* [INPUT DATA]
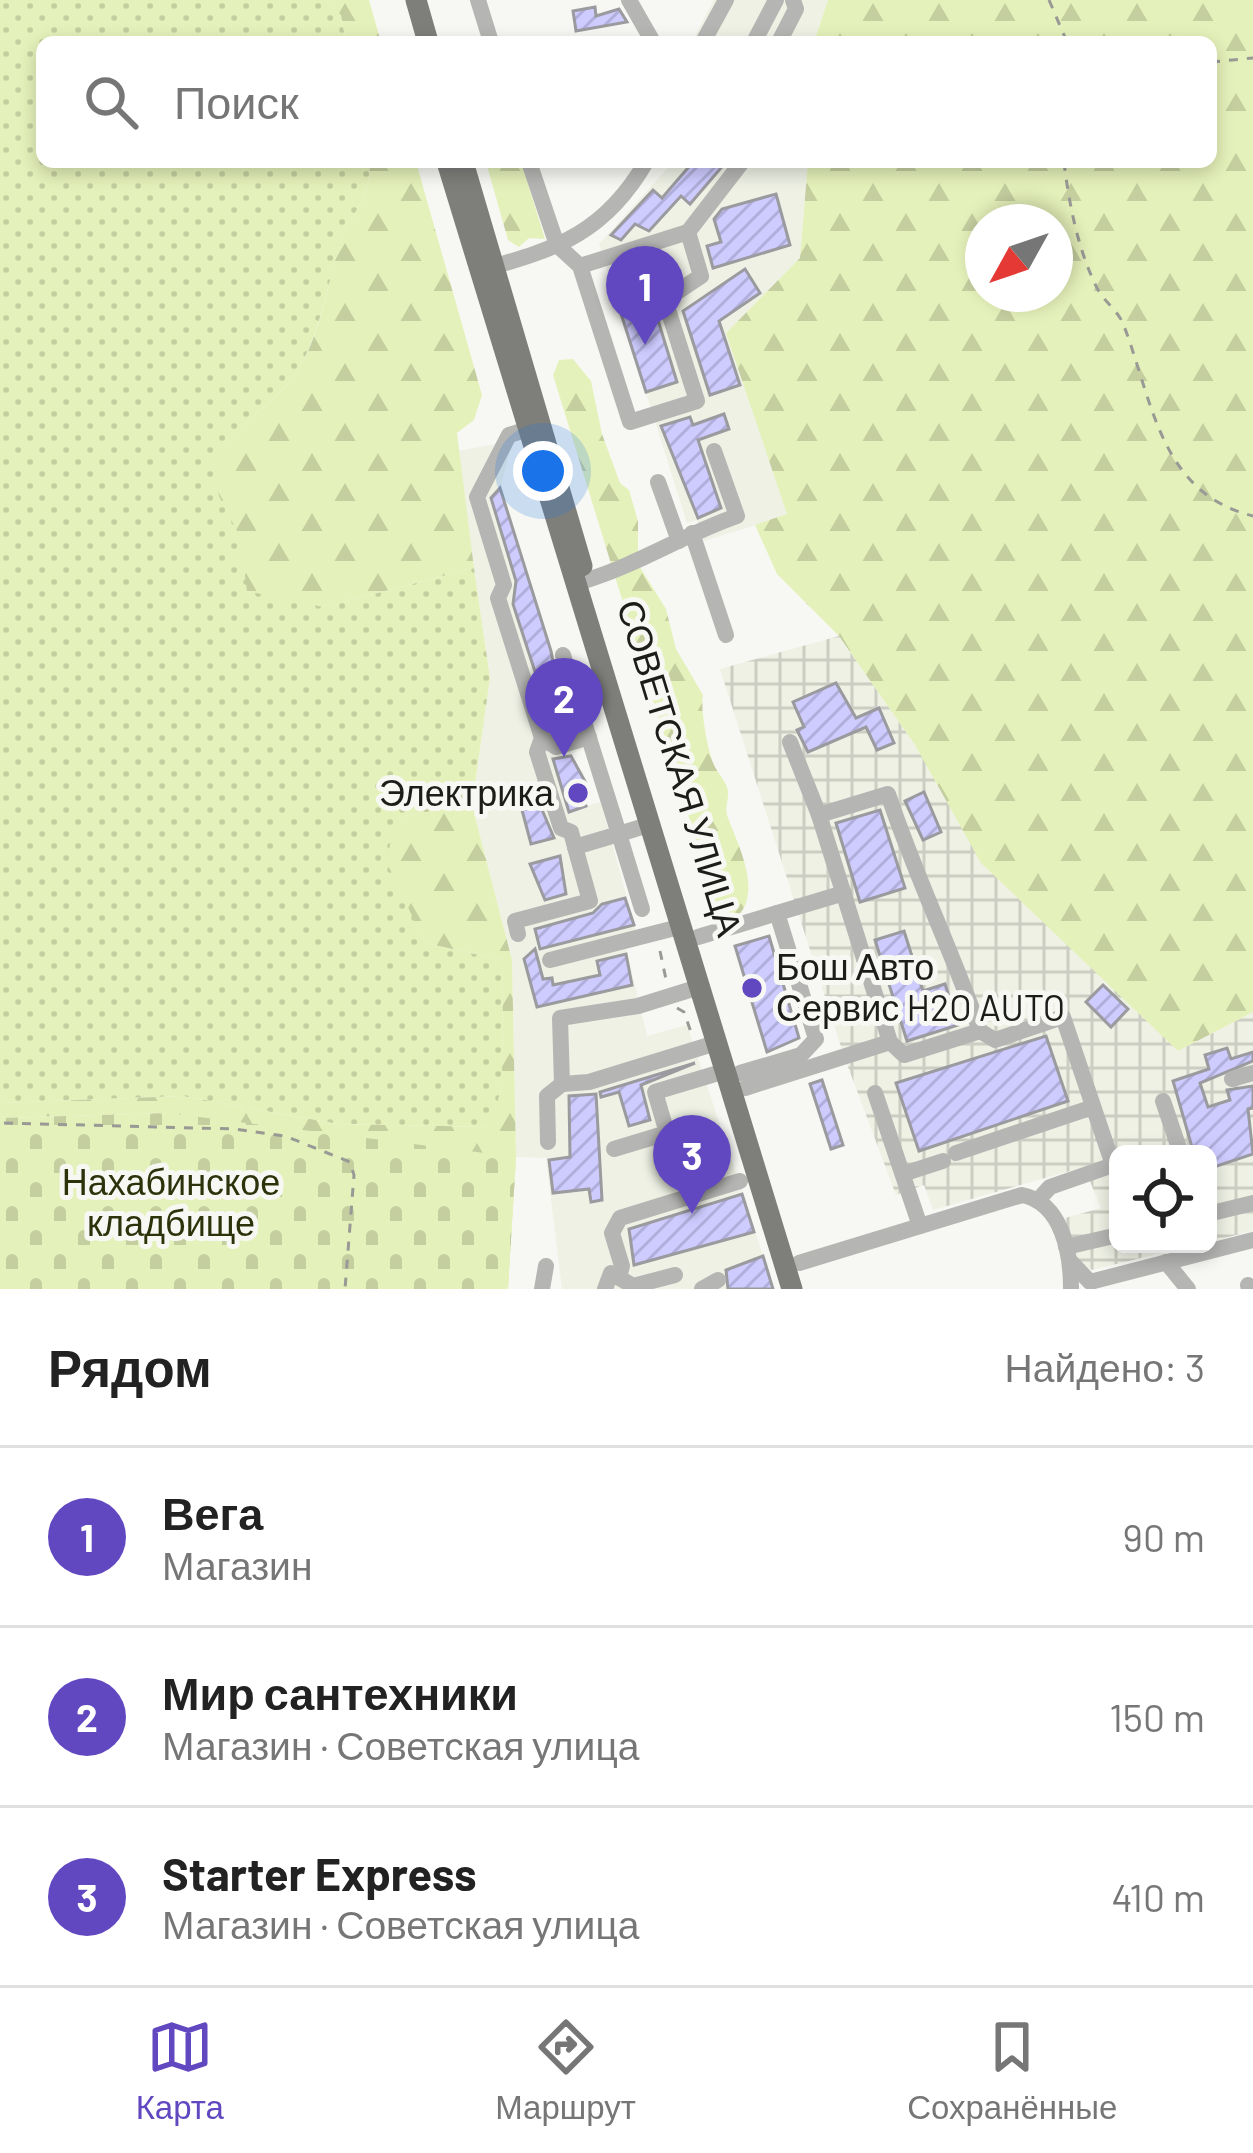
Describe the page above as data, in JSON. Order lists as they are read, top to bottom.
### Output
{
  "streets": {
    "main road": ["СОВЕТСКАЯ УЛИЦА"]
  },
  "parks": ["Нахабинское кладбище"],
  "places": ["Электрика", "Бош Авто Сервис H2O AUTO"],
  "north": "bottom left",
  "page": {
    "search": "Поиск",
    "pins": ["1", "2", "3"],
    "heading": ["Рядом", "Найдено: 3"],
    "list": [
      {
        "mark": "1",
        "name": "Вега",
        "note": "Магазин",
        "value": "90 m"
      },
      {
        "mark": "2",
        "name": "Мир сантехники",
        "note": "Магазин · Советская улица",
        "value": "150 m"
      },
      {
        "mark": "3",
        "name": "Starter Express",
        "note": "Магазин · Советская улица",
        "value": "410 m"
      }
    ],
    "nav": ["Карта", "Маршрут", "Сохранённые"]
  }
}
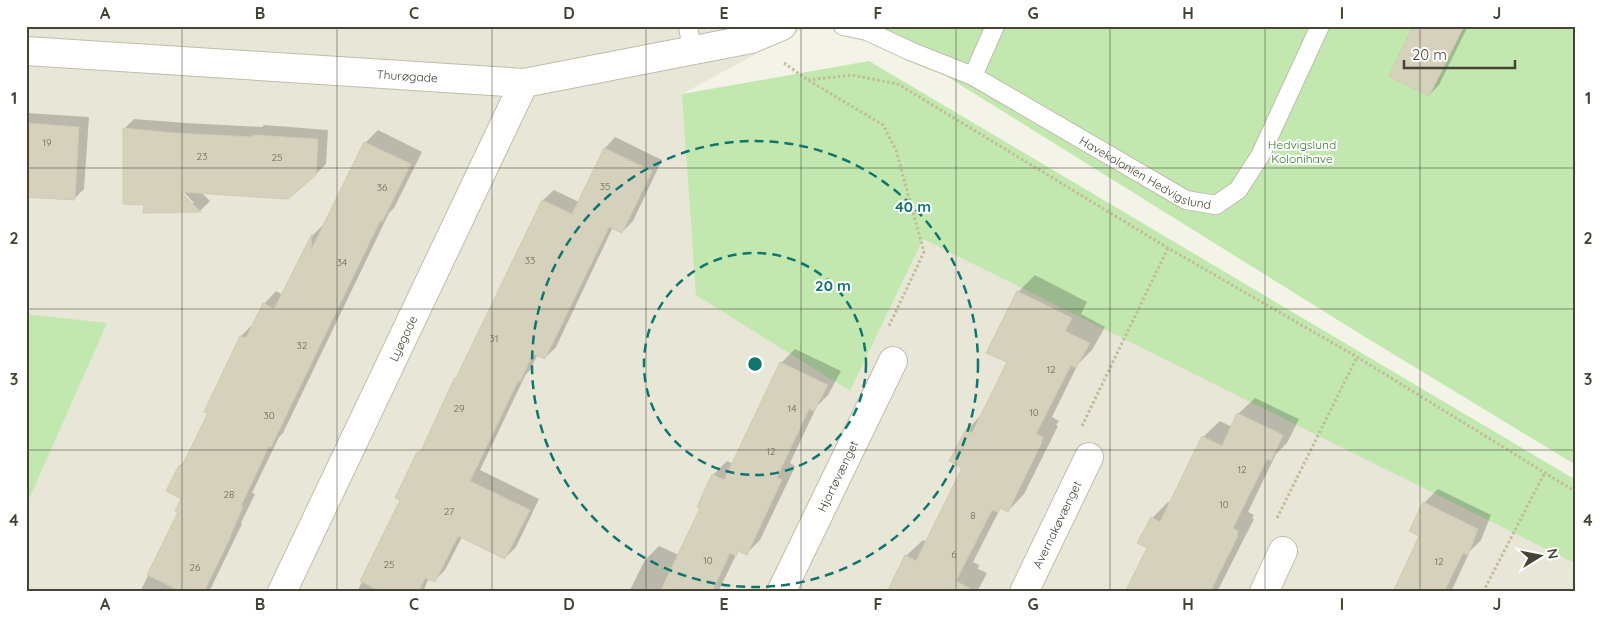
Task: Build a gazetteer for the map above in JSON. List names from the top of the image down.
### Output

* [WORK TASK]
Repeat the entries word for word and skip the pictures.

* [WRITTEN REPLY]
Describe the page above as data, in JSON. Order lists as they are read, top to bottom.
### Output
{
  "streets": {
    "main road": ["СОВЕТСКАЯ УЛИЦА"]
  },
  "parks": ["Нахабинское кладбище"],
  "places": ["Электрика", "Бош Авто Сервис H2O AUTO"],
  "north": "bottom left",
  "page": {
    "search": "Поиск",
    "pins": ["1", "2", "3"],
    "heading": ["Рядом", "Найдено: 3"],
    "list": [
      {
        "mark": "1",
        "name": "Вега",
        "note": "Магазин",
        "value": "90 m"
      },
      {
        "mark": "2",
        "name": "Мир сантехники",
        "note": "Магазин · Советская улица",
        "value": "150 m"
      },
      {
        "mark": "3",
        "name": "Starter Express",
        "note": "Магазин · Советская улица",
        "value": "410 m"
      }
    ],
    "nav": ["Карта", "Маршрут", "Сохранённые"]
  }
}
Task: Build a gazetteer for the map above in JSON. List names from the top of the image down.
### Output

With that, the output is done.